De nuevo se pasó el pañuelo por los ojos, aunque esta vez era un gesto mecánico, pues no había más lágrimas asomando.

—Le di un calmante en casa, lo metí en la cama y al día siguiente, milagro: era el hombre de siempre.

—¿Recordaba lo del día anterior?

—Evitaba el tema. Yo creo que sí se acordaba, pero hacía como si no. Estaba como siempre, lúcido, ocurrente, cariñoso, comilón… Casi parecía que todo lo había soñado yo. Y así pasó las siguientes semanas, hasta que llegaron nuevos despistes…

—¿Le ha visto un médico?

—No quiere ni oír hablar de ese asunto. No quiere. Quiere escribir su novela, precisamente habla de la memoria, del pasado… Y ese amigo suyo, el de los castillos, no sé. Está obsesionado con él.

—Esta mañana, cuando vino a la Brigada, me pareció que andaba un poco desorientado. Y al final de la conversación con él creo que tuvo un episodio como el que me acabas de contar.

—¿No sabía dónde estaba?

—Se dirigía a su hijo Pablo, como si lo acompañase en la habitación. Fue muy desconcertante.

—Lo peor es que está en la fase de no aceptar lo que le pasa.

Sonó el móvil de Sofía. Hizo un gesto de disculpa a Rosa, se alejó un poco y contestó.
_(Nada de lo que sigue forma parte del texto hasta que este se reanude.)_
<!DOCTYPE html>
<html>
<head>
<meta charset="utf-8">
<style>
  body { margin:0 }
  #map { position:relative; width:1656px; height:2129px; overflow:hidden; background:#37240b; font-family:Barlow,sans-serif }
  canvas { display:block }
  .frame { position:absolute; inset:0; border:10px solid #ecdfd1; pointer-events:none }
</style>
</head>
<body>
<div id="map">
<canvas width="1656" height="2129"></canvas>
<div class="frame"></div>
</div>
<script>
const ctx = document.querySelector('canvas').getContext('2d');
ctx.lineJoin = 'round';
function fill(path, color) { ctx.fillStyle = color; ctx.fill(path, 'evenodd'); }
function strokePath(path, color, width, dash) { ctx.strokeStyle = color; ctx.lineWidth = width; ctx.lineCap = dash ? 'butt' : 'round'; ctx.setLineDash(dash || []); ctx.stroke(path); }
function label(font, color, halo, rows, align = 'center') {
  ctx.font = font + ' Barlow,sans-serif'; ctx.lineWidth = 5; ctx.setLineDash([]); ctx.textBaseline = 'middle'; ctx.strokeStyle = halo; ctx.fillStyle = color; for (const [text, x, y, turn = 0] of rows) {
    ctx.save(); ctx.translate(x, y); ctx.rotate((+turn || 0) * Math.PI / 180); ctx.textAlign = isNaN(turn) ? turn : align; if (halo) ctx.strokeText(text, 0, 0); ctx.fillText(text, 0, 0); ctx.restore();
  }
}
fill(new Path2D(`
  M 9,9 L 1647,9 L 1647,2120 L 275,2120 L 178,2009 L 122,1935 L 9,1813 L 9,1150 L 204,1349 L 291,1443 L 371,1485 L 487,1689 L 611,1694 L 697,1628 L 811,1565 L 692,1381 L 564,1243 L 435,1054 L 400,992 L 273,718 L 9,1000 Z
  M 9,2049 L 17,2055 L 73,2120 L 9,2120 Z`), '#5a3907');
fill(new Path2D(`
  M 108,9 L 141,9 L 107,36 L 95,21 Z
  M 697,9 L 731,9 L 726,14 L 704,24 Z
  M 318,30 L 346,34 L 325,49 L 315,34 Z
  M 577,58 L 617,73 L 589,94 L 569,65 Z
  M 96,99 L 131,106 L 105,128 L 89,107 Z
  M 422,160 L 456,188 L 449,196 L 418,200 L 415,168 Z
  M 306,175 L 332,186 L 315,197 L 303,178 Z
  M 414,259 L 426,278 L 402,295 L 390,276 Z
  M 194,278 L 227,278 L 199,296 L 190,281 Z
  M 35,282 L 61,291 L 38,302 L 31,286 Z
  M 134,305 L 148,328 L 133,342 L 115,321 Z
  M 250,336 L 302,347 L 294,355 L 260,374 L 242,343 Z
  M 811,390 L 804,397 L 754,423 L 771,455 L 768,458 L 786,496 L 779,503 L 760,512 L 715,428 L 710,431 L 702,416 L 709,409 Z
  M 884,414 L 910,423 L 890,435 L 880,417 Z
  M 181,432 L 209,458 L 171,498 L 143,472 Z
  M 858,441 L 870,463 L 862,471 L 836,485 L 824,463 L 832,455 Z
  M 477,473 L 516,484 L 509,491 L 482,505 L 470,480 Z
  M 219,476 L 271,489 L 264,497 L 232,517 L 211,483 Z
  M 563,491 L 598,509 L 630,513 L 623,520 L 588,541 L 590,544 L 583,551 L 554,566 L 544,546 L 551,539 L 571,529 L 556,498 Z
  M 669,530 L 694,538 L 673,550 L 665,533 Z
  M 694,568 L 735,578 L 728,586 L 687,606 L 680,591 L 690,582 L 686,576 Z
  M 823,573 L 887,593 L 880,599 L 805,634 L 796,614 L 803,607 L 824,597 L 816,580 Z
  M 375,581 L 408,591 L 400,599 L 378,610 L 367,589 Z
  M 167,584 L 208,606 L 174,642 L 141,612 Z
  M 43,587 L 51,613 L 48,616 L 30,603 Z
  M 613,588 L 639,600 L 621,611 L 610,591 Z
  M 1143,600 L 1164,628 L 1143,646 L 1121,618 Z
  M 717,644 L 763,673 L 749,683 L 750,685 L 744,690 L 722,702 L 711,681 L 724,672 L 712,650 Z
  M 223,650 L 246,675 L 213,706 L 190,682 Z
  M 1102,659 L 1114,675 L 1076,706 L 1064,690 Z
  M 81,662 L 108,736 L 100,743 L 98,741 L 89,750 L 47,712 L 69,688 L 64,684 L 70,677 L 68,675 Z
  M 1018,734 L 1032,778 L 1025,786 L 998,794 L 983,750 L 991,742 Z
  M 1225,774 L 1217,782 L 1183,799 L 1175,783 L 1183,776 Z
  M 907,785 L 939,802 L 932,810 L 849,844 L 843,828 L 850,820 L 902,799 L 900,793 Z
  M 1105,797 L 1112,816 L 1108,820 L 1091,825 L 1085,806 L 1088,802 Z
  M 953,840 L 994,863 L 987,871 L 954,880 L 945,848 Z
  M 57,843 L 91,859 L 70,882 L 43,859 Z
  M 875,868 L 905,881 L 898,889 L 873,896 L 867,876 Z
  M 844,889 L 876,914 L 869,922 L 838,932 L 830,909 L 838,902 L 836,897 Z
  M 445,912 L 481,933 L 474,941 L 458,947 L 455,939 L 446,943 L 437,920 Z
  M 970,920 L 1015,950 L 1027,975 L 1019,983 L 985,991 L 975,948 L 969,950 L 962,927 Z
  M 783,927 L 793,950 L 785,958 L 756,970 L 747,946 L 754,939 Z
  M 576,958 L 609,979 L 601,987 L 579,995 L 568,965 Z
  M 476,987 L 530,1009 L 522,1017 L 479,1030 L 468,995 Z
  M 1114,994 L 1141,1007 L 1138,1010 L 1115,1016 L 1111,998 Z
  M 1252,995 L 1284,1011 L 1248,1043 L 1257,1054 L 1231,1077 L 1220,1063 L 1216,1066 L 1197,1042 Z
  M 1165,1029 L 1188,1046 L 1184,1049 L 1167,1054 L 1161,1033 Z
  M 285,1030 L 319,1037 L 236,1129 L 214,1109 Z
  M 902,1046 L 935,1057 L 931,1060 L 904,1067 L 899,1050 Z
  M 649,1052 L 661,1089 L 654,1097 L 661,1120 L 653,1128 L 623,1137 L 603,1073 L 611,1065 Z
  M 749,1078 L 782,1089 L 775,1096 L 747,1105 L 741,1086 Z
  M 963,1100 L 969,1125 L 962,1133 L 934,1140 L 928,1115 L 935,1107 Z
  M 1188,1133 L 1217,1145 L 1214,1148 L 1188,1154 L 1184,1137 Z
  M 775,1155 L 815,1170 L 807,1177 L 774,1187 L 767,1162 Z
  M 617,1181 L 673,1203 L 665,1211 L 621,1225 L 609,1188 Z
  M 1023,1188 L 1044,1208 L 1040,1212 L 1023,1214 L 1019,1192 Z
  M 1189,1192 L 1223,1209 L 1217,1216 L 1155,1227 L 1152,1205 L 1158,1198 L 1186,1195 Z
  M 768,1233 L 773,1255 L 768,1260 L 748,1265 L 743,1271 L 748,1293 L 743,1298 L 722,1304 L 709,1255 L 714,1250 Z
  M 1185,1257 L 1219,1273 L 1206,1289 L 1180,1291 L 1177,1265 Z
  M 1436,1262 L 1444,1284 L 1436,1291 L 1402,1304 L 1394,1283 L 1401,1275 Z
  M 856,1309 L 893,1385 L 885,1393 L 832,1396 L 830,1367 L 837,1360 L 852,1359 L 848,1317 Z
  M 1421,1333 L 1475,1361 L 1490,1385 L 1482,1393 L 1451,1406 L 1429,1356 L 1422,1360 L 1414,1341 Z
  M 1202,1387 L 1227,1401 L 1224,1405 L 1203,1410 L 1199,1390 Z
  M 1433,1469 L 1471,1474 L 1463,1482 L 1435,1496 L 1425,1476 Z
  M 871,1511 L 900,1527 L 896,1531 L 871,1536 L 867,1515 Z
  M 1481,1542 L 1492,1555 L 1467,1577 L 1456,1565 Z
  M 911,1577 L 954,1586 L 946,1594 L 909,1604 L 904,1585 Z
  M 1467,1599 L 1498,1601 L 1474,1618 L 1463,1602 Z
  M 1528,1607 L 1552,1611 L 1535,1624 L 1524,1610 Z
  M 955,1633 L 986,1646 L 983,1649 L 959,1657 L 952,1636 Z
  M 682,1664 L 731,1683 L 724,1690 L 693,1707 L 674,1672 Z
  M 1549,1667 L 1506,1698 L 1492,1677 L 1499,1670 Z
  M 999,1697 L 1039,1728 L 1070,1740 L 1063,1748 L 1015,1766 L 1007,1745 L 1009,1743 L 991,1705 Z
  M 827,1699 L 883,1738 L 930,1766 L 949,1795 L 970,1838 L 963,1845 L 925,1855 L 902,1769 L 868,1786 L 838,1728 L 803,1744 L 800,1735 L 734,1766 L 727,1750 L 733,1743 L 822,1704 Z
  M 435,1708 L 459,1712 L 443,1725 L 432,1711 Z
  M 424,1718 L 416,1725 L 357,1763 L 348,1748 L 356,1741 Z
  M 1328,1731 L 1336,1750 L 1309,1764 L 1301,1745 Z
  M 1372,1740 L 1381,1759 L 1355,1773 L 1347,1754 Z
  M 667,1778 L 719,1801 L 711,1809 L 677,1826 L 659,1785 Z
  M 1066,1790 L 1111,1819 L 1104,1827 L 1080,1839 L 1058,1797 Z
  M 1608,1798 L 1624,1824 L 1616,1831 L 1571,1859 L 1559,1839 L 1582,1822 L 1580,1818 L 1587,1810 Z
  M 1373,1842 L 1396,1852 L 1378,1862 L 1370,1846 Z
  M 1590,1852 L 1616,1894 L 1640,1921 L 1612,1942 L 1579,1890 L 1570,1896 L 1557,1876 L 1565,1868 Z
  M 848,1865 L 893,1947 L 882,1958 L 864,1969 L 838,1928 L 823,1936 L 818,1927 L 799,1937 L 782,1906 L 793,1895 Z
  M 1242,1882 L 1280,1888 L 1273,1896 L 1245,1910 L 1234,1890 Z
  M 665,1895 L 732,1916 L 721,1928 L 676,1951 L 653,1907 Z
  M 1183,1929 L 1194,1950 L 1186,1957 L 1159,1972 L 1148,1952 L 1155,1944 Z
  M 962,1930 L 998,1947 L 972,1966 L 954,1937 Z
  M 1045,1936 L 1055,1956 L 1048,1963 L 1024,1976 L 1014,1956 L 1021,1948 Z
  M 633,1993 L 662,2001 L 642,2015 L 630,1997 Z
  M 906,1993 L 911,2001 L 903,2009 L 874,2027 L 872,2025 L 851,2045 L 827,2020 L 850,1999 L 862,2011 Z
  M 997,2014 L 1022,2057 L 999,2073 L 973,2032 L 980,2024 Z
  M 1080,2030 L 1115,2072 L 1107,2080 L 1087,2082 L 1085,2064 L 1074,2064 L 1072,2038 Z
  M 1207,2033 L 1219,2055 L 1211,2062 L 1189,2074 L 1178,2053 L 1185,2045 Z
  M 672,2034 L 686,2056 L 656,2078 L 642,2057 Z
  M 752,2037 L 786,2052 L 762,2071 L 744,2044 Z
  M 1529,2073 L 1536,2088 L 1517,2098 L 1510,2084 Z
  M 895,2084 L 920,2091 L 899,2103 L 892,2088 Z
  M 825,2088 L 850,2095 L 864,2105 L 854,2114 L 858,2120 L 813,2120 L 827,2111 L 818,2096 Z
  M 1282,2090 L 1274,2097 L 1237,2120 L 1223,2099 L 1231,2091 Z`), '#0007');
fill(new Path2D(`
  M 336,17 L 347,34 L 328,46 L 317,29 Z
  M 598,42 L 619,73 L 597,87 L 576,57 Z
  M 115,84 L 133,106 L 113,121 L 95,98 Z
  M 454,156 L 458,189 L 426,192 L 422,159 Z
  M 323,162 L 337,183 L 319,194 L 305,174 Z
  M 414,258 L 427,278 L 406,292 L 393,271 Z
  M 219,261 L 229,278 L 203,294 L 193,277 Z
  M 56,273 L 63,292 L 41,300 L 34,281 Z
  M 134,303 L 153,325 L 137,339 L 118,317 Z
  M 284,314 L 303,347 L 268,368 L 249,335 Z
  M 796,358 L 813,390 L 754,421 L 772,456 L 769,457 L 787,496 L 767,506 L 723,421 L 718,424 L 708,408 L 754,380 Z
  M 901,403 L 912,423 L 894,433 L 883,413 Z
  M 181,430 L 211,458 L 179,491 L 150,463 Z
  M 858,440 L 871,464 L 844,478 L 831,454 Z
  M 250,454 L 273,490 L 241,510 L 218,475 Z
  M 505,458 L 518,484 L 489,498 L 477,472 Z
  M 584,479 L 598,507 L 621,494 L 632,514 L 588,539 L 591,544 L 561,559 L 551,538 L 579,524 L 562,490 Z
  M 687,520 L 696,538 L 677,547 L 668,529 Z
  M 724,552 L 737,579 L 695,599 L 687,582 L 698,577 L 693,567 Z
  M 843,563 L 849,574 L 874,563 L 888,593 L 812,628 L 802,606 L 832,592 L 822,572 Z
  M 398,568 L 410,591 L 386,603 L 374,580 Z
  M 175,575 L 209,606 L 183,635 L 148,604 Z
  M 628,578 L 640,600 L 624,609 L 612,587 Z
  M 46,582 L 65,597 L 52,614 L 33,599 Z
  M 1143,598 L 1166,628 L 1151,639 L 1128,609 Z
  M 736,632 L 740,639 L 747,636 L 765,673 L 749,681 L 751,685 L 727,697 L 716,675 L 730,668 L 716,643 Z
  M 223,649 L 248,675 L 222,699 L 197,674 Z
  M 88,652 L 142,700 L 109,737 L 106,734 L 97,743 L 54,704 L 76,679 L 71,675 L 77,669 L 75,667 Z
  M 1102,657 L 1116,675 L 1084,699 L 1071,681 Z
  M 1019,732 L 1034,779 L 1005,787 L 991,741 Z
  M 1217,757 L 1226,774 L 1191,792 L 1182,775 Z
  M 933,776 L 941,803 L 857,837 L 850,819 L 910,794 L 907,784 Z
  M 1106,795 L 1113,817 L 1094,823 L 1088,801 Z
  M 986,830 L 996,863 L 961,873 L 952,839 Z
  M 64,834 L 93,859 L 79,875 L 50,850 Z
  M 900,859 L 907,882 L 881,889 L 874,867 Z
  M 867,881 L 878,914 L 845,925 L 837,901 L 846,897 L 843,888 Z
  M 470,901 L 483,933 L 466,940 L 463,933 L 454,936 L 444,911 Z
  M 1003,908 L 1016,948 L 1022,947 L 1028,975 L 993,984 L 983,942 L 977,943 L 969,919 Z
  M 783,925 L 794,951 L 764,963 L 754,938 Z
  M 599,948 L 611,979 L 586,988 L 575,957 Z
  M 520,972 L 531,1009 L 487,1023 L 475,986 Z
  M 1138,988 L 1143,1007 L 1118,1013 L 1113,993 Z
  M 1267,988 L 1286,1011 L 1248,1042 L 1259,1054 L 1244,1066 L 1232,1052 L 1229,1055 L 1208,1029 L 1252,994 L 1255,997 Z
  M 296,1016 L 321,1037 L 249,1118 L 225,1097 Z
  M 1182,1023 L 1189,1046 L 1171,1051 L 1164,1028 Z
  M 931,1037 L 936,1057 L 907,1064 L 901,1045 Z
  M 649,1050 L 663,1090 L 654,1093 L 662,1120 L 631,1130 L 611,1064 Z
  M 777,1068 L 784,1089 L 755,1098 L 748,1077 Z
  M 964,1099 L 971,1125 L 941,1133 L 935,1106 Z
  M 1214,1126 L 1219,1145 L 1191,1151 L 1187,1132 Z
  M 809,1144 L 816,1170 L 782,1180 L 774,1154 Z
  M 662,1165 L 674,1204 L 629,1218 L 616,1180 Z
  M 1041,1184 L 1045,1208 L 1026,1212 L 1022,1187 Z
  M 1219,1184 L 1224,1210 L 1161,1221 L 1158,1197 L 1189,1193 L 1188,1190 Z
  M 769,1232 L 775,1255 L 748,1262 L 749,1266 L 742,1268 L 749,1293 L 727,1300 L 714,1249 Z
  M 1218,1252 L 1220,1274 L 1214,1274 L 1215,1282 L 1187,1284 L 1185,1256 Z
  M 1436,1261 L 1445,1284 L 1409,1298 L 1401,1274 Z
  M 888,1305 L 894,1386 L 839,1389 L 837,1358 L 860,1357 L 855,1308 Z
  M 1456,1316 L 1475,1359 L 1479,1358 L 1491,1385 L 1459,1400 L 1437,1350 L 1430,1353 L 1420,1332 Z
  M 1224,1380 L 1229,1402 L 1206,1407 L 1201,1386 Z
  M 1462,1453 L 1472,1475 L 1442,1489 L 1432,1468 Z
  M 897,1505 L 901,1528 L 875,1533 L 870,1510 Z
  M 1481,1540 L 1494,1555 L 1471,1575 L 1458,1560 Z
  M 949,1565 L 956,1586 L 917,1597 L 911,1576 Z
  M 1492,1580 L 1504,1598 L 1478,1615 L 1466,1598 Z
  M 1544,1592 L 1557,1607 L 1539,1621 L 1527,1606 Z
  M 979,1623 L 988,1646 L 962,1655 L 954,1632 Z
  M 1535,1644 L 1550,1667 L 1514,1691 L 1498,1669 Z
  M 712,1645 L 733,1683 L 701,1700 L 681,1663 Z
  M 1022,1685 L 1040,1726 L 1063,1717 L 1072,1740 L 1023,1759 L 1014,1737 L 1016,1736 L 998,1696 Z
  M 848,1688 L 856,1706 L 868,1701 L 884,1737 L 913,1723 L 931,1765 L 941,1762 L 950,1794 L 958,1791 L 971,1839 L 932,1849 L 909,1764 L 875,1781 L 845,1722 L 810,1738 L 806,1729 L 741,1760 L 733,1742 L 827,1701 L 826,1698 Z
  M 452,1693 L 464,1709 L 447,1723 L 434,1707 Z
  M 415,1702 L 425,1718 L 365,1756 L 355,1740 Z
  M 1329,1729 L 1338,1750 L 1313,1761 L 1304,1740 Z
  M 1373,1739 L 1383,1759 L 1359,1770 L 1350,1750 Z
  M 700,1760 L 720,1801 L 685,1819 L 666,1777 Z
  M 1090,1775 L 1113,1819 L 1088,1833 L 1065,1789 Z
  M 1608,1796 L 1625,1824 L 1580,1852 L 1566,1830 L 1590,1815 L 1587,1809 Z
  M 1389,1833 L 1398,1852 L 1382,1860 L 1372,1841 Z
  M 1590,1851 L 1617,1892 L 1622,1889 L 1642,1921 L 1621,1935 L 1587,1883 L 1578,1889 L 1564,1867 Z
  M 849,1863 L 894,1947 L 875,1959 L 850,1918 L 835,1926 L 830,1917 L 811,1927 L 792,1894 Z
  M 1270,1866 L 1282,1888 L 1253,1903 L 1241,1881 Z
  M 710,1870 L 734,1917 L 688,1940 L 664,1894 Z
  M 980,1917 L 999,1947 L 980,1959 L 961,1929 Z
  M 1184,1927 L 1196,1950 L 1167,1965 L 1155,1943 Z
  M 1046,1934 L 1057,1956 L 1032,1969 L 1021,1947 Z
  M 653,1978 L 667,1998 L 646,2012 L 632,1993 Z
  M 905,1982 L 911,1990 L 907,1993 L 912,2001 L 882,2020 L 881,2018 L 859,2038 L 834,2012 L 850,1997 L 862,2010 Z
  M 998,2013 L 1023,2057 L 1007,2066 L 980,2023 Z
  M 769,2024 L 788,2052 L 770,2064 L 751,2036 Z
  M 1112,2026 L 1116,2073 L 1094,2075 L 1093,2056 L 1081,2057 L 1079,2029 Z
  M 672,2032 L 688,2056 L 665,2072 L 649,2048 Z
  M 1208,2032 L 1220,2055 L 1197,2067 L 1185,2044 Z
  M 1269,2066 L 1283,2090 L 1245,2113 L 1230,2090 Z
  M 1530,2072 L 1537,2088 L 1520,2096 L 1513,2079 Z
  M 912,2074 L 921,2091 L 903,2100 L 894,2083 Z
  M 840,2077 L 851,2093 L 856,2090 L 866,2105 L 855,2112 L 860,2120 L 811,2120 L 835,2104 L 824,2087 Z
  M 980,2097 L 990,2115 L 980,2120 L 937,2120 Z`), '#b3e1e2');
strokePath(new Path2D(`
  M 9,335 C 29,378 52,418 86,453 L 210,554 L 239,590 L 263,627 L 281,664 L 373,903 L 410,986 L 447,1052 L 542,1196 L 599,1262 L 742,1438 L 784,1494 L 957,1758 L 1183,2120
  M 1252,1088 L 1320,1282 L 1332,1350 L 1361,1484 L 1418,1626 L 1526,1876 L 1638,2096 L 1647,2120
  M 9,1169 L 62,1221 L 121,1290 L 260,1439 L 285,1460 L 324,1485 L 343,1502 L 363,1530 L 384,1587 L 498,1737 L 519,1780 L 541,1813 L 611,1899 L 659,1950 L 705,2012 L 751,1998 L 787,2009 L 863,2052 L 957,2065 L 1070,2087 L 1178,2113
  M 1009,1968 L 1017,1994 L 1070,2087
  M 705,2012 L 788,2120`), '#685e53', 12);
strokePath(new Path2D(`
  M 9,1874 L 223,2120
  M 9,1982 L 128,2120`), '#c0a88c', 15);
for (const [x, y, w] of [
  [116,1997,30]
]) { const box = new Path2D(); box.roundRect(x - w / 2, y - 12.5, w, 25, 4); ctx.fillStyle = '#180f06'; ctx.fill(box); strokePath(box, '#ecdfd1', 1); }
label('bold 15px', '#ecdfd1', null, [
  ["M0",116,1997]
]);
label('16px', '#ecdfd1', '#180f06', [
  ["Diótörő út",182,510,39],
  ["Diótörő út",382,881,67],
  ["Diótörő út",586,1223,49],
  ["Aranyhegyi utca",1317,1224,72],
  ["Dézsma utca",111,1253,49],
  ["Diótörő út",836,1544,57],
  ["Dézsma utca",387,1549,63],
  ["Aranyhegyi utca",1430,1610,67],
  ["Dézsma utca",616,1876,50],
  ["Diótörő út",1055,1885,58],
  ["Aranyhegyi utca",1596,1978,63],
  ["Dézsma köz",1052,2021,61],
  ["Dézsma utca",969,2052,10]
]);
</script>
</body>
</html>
—¿Ha llegado? Voy para allá —colgó—. Ya está en la Brigada.

Rosa asintió.

—Trátenle con delicadeza, solo le pido eso. Y que me lo dejen en casa sano y salvo.

Sofía se lo concedió con un gesto ambiguo. No estaba en condiciones de prometer nada, porque a lo mejor Julio Senovilla pasaba la noche en el calabozo.